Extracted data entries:
==========

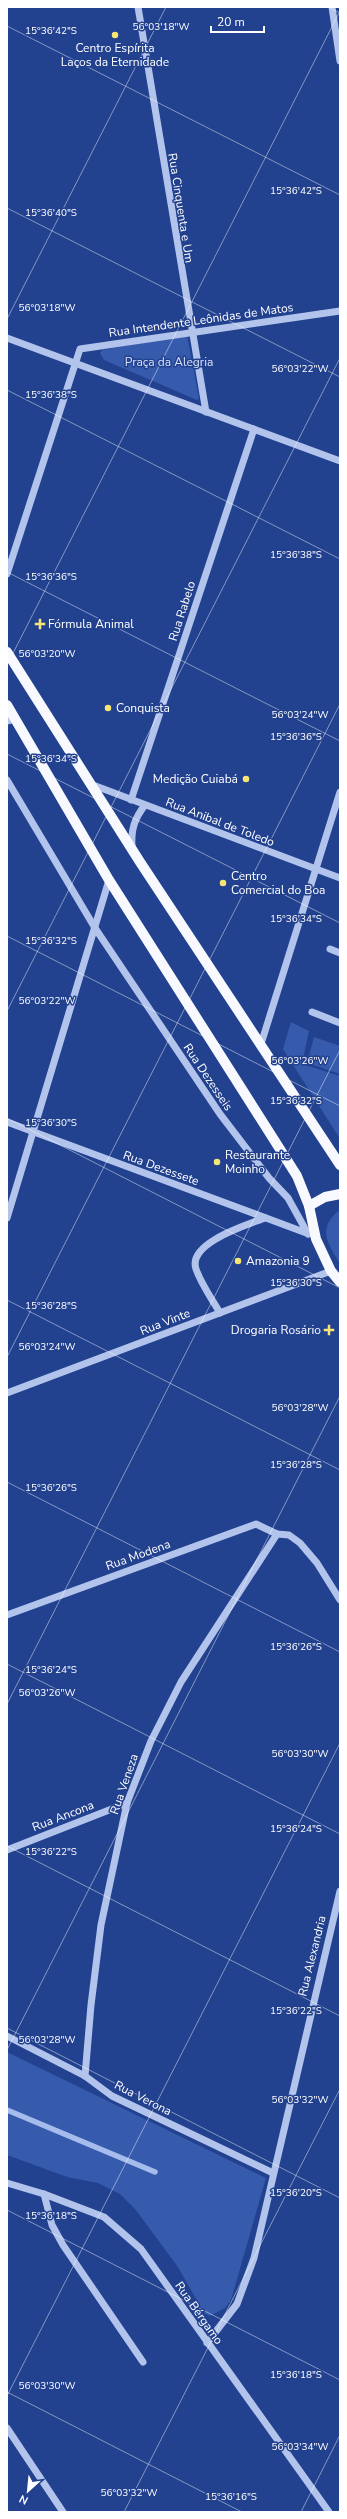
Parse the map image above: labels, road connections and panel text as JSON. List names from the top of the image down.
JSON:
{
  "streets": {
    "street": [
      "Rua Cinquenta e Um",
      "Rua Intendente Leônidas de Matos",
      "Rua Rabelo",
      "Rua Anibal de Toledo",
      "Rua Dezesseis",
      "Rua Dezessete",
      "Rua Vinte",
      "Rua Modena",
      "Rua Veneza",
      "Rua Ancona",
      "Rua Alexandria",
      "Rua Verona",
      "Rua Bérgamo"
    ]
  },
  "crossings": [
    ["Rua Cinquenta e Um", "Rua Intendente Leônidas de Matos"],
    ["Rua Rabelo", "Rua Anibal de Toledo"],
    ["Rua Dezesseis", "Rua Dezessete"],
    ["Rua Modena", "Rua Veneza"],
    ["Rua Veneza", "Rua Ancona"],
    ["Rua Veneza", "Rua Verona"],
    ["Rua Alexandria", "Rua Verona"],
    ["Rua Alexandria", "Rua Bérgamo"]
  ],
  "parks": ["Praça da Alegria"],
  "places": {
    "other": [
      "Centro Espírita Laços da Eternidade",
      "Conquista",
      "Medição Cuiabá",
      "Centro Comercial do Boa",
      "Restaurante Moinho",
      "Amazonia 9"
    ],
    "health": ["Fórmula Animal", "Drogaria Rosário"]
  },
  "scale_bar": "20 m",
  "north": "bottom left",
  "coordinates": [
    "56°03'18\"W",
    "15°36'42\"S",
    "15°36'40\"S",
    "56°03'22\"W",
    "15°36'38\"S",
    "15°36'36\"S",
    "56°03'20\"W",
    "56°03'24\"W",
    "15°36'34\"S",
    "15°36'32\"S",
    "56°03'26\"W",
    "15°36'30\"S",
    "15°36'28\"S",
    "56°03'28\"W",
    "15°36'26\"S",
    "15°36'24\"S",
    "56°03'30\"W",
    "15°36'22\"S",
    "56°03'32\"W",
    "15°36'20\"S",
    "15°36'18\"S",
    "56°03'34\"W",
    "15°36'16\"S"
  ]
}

==========

== About this exercise ==
All lines of the entries above where "Veneza" turns up should be reported.

== Response ==
      "Rua Veneza",
    ["Rua Modena", "Rua Veneza"],
    ["Rua Veneza", "Rua Ancona"],
    ["Rua Veneza", "Rua Verona"],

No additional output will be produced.